A minimal pipeline with LLM-as-judge:
def run_regression(agent, dataset, judge_model):
results = []
for case in dataset:
output = agent.run(case.input)
score = judge_model.score(
input=case.input,
expected=case.expected_behaviour,
actual=output,
)
results.append((case.id, score))
return results
def compare_to_baseline(current, baseline, threshold=0.03):
delta = mean(current) - mean(baseline)
flipped = [c for c, _ in current if was_pass(c, baseline) and not was_pass(c, current)]
if delta < -threshold or flipped:
return "FAIL"
return "PASS"
LLM-as-judge quality is the whole game here. Invest in the judge prompt as much as in the agent prompt.
Tier 3: broad eval
Weekly or per-release. Runs against a much larger dataset, maybe the full production log for a time window. Uses the strongest available model as judge. Produces a quality scorecard.
Broad eval is where you see slow regressions — the ones that smoke and regression missed because they are < 1% per run. Over a month, they add up to a 5% product quality drop.
Building the golden dataset
The dataset is the asset. Everything else is mechanics.
Sources, in order of value:
- Production failures. Real traces where users retried or escalated. Manually labelled.
- Historical shadow-mode divergences. Output from the current agent disagrees with output from a stronger agent — a curated seed of hard cases. See multi-agent debugging techniques for how to generate these.
- Adversarial prompts. Known-bad patterns (prompt injection, jailbreak attempts). Keep these pinned even after you fix them.
- Synthetic cases. Last resort, because they bias toward the synth model.
Rotate 10% of cases every quarter. Stale datasets mask real drift.
What to fail on
Three fail conditions that correlate with real regressions:
- Aggregate score drop. The summary metric dropped by > 3%.
- Pass-to-fail flips. Any case that passed last run fails now, and the delta is not explained by the PR.
- Confidence drops. Even if the answer is right, the model is less sure.
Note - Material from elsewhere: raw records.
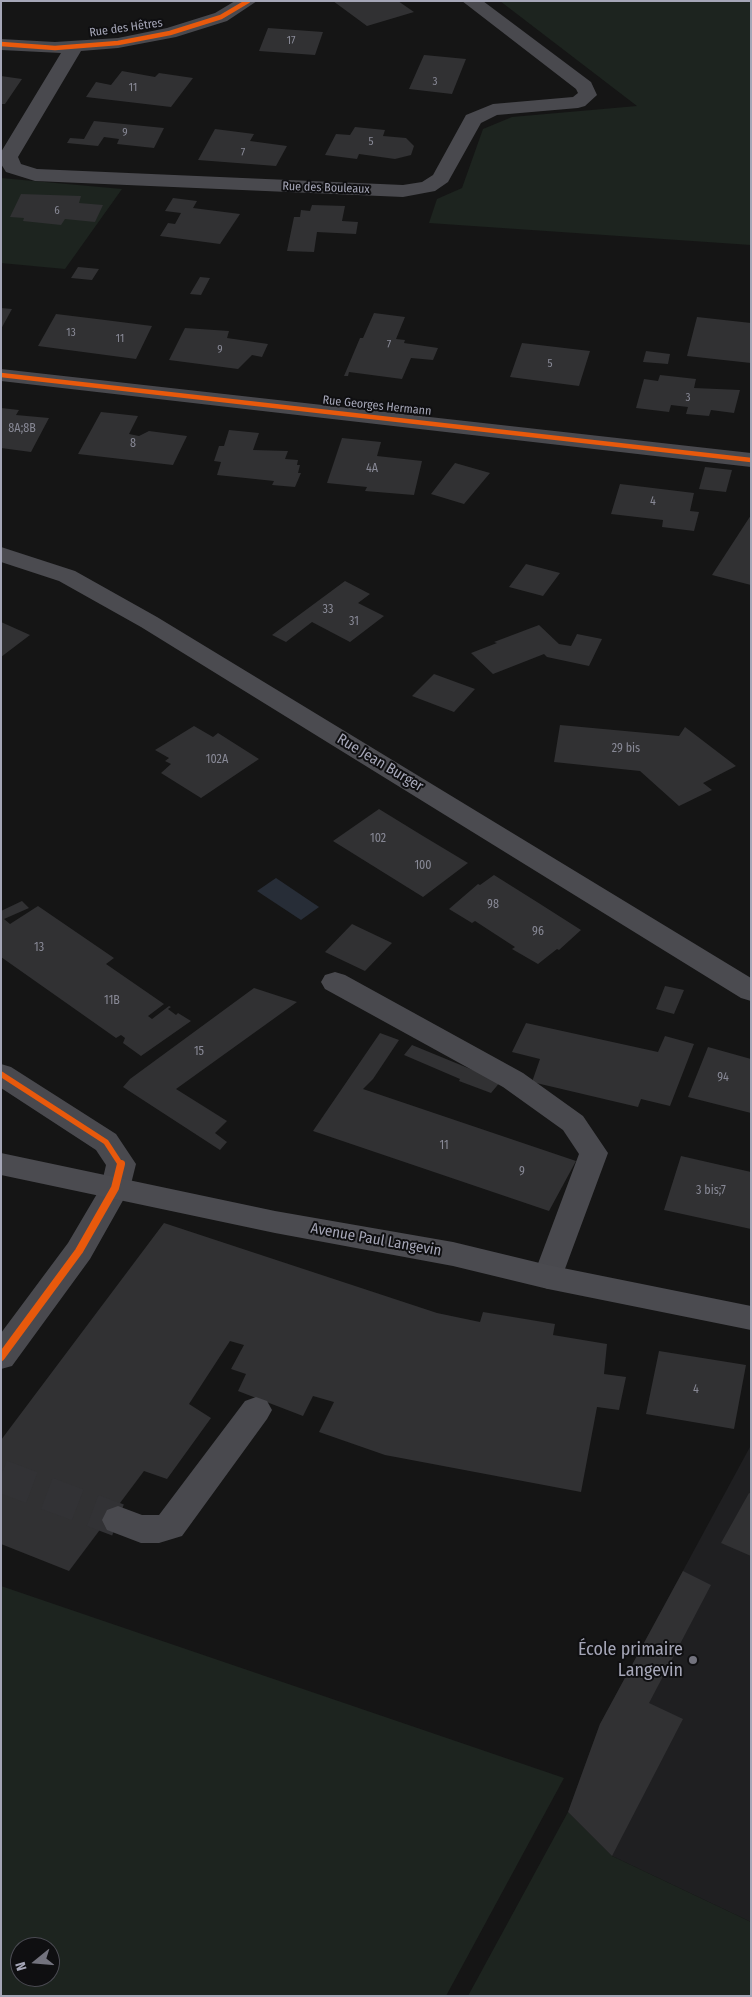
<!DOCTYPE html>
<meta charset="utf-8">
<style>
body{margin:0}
#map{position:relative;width:752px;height:1997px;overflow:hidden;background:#151515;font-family:"Fira Sans Condensed",sans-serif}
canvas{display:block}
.frame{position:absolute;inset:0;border:2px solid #a5a6b7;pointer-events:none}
.north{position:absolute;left:10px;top:1937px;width:50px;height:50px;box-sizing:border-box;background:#0f0f11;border:1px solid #4b4b53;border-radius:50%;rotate:253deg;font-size:14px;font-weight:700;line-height:20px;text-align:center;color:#a5a6b7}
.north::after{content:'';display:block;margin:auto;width:18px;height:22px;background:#73737e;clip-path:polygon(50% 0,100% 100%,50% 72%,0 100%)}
</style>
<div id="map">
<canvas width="752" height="1997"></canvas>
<div class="frame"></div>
<div class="north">N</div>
</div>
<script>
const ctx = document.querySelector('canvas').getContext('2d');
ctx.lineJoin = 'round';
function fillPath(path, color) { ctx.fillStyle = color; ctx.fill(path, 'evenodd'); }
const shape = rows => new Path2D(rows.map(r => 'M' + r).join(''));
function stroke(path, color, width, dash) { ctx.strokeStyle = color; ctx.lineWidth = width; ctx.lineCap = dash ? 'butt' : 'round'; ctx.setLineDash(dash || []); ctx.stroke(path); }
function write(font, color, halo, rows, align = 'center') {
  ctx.font = font + ' "Fira Sans Condensed",sans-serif'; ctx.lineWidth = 4; ctx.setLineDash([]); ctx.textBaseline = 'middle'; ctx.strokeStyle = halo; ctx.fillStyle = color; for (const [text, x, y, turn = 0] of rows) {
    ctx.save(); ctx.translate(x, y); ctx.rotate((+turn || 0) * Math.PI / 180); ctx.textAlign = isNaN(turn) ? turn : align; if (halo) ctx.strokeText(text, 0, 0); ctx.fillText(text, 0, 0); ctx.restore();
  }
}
fillPath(shape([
 [751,1445,751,1922,612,1856,568,1812,600,1724]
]), '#1f1f21');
fillPath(shape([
 [500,1,751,1,751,245,429,223,437,199,462,188,483,129,512,117,637,106],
 [1,178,122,189,65,269,1,263],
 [1,1586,564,1778,446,1996,1,1996],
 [20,1947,50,1947,50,1977,20,1977],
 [568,1812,612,1856,751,1922,751,1996,468,1996]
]), '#1d241f');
fillPath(shape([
 [276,878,319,907,301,920,257,891]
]), '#272d37');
fillPath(shape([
 [333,1,398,1,414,12,367,26],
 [268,28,323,32,315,55,259,51],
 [424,55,466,59,452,94,409,89],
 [122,71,155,77,159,73,193,78,171,107,86,97,96,82,111,85],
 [1,76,22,79,5,104,1,104],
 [94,121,164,128,154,148,117,144,119,139,104,137,98,146,67,143,70,138,84,139],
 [355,127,385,130,383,136,406,138,414,146,411,155,395,159,359,154,357,159,325,155,336,134,350,135],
 [215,129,254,134,250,141,287,146,276,166,198,160],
 [21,194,81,196,79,203,103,205,95,222,65,219,61,225,23,221,24,218,10,217],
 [173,198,197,201,193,208,240,214,220,244,160,236,168,223,175,224,181,213,165,211],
 [312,205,345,206,342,221,358,222,356,234,317,232,314,252,287,251,294,217,300,217,301,210,310,211],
 [78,267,99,269,92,280,71,278],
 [200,277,210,278,201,295,190,294],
 [1,308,12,309,1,329],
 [374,313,405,317,396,339,405,340,404,343,438,348,433,360,411,358,402,379,349,372,348,376,344,376,360,338,363,338],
 [56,314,105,320,152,326,136,359,38,346],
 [697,317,751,323,751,363,687,356],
 [185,328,229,331,227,338,268,344,262,357,252,355,238,369,169,360],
 [522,343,590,351,579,386,510,377],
 [646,351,670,354,668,364,643,362],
 [660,375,696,379,694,388,740,390,734,413,711,410,709,416,686,414,688,407,671,405,669,412,636,408,644,379,658,381],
 [1,408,19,410,16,415,49,418,31,452,1,448],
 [101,412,138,416,129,434,139,436,149,431,187,436,173,465,78,454],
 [229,430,259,433,253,450,288,451,285,459,298,460,297,465,300,465,298,473,301,473,295,487,272,485,274,481,217,475,221,462,214,461,219,446,224,446],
 [342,438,381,442,377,456,422,461,414,495,365,491,367,487,327,483],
 [455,463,490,473,464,504,431,494],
 [705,467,732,470,726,492,699,489],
 [620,484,694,493,690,511,699,512,694,531,662,527,663,520,611,514],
 [751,515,751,585,712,575],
 [526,564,560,573,543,596,509,587],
 [345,581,370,594,358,603,384,616,350,642,312,622,286,642,272,635],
 [1,622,30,635,1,657],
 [539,625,559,644,571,646,577,634,602,639,589,666,547,657,544,654,493,674,471,653,497,643,494,642],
 [434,674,475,689,454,712,412,696],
 [560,725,679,736,685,727,736,766,703,783,712,790,679,806,640,771,554,762],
 [194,726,213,737,218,733,259,759,201,798,161,773,171,764,165,761,169,758,155,750],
 [379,809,423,836,468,863,423,897,333,841],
 [494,875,537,902,581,930,559,950,557,949,538,964,512,949,515,947,475,921,472,923,449,909,478,884,480,885],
 [22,901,29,908,4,919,10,924,38,906,114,958,106,964,164,1004,148,1016,152,1019,169,1006,171,1007,168,1009,176,1015,178,1013,191,1021,141,1056,123,1043,125,1038,121,1035,116,1038,1,957,1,911],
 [352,924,392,943,365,971,325,952],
 [665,986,684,990,674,1014,656,1009],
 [254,988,297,1002,176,1089,227,1121,215,1133,227,1142,220,1150,123,1087,130,1079],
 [526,1023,658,1052,665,1036,694,1044,670,1106,641,1099,638,1107,532,1082,540,1059,512,1052],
 [380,1033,399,1040,373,1079,363,1089,576,1161,549,1211,313,1131],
 [412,1045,468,1068,501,1081,491,1093,459,1081,460,1079,404,1055],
 [708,1047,751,1059,751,1113,688,1097],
 [681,1156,751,1172,751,1229,664,1210],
 [164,1223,437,1313,480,1322,483,1312,555,1324,553,1335,607,1344,604,1374,626,1377,619,1410,597,1407,581,1492,385,1455,319,1432,334,1402,313,1396,303,1416,238,1391,246,1374,231,1369,244,1345,230,1341,189,1404,211,1418,167,1479,144,1471,69,1571,1,1544,1,1440],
 [659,1351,746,1365,734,1429,646,1414],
 [749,1493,751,1494,751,1556,721,1543],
 [683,1571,711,1585,649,1703,683,1719,612,1856,568,1812,600,1724]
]), '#313133');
stroke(shape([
 [1,1476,118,1520]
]), '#323235', 33, [33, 16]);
fillPath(shape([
 [235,1,257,1,227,21,176,37,118,48,81,51,18,157,21,164,37,169,403,185,422,182,433,175,466,115,493,104,573,97,578,93,576,89,462,1,483,1,591,82,597,95,585,106,578,108,497,115,481,123,448,182,435,191,403,197,35,181,6,172,1,164,1,152,61,53,1,50,1,39,55,42,118,38,167,28,215,13,235,1],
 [1,369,751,453,751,467,1,381,1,369],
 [335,972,345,975,523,1073,583,1116,608,1153,559,1285,548,1289,537,1285,533,1277,579,1154,563,1130,503,1087,325,989,321,982,325,975,335,972],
 [1,1064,11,1067,116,1134,136,1164,130,1188,90,1259,12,1366,1,1369,1,1333,68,1243,101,1187,106,1165,96,1150,1,1088,1,1064],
 [256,1397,267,1401,272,1410,267,1419,182,1536,159,1543,141,1543,107,1530,102,1520,107,1510,118,1506,142,1515,159,1515,245,1401,256,1397]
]), '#49494e');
fillPath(shape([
 [1,547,75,571,157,617,751,978,751,1001,741,998,141,627,59,581,1,562,1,547],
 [1,1153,275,1211,453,1242,548,1265,751,1306,751,1330,548,1289,453,1266,275,1233,1,1175,1,1153]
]), '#4b4b50');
stroke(shape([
 [1,44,55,48,118,43,170,33,221,17,248,1],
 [1,375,751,460]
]), '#e8590c', 4.5);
stroke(shape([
 [1,1074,106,1142,121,1165]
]), '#e8590c', 5.5);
stroke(shape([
 [1,1357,79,1251,115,1188,121,1164]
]), '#e8590c', 8);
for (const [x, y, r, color] of [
 [693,1660,5,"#73737e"]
]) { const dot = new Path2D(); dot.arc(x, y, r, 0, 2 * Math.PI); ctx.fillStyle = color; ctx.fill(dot); stroke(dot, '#0f0f11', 2); }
write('11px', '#888996', null, [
 ["17",291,41],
 ["3",435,82],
 ["11",133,88],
 ["9",125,133],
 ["5",371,142],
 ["7",243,153],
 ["6",57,211],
 ["13",71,333],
 ["11",120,339],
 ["7",389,345],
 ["9",220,350],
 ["5",550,364],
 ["3",688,398]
]);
write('12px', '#a5a6b7', '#0f0f11', [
 ["Rue des Hêtres",126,28,-8],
 ["Rue des Bouleaux",326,188,2],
 ["Rue Georges Hermann",377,406,6]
]);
write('12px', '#888996', null, [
 ["8A;8B",22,429],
 ["8",133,444],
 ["4A",372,469],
 ["4",653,502],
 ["33",328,610],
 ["31",354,622],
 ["29 bis",626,749],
 ["102A",217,760],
 ["102",378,839],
 ["100",423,866],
 ["98",493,905],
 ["96",538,932],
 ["13",39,948],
 ["11B",112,1001],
 ["15",199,1052],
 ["94",723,1078],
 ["11",444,1146],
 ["9",522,1172],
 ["3 bis;7",711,1191],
 ["4",696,1390]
]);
write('15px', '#a5a6b7', '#0f0f11', [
 ["Rue Jean Burger",380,763,31],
 ["Avenue Paul Langevin",376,1240,10]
]);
write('18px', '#a5a6b7', '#0f0f11', [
 ["École primaire",683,1650],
 ["Langevin",683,1671]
], 'right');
</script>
Often precedes aggregate drops.
And three fail conditions that waste your time:
- ❌ "Output is different from last run." Different ≠ worse.
- ❌ "Judge score went from 0.92 to 0.91." Noise.
- ❌ "New capability appeared." New is not a regression.
Running in CI
Practical setup:
- GitHub Actions matrix across model versions. Regression must pass on the pinned model and the latest vendor release.
- Nightly full regression with notification on failure. PR-level runs a 50-case fast subset.
- Artefacts. Store every failed case's full trace for 30 days. When someone asks "why did this fail," you have the exact input, output, and judge reasoning.
- Cost budget. A 200-case regression at $0.02/case is $4/run. A 1000-case broad eval is $20. Budget monthly.
Anti-patterns
- Writing tests after the fact. If you did not have the regression test when the bug shipped, you will not have it when the bug re-ships.
- Averaging over heterogeneous tasks. One dataset per agent capability. Averaging coder + summariser means you miss regressions in both.
- No judge audits. The judge drifts too. Sample 5% of judge decisions for human review.
- Treating it as done. A regression suite that does not grow is dying.
Where this fits
Continuous regression testing is a peer of real-time agent monitoring: one catches regressions before prod, the other after. Run both.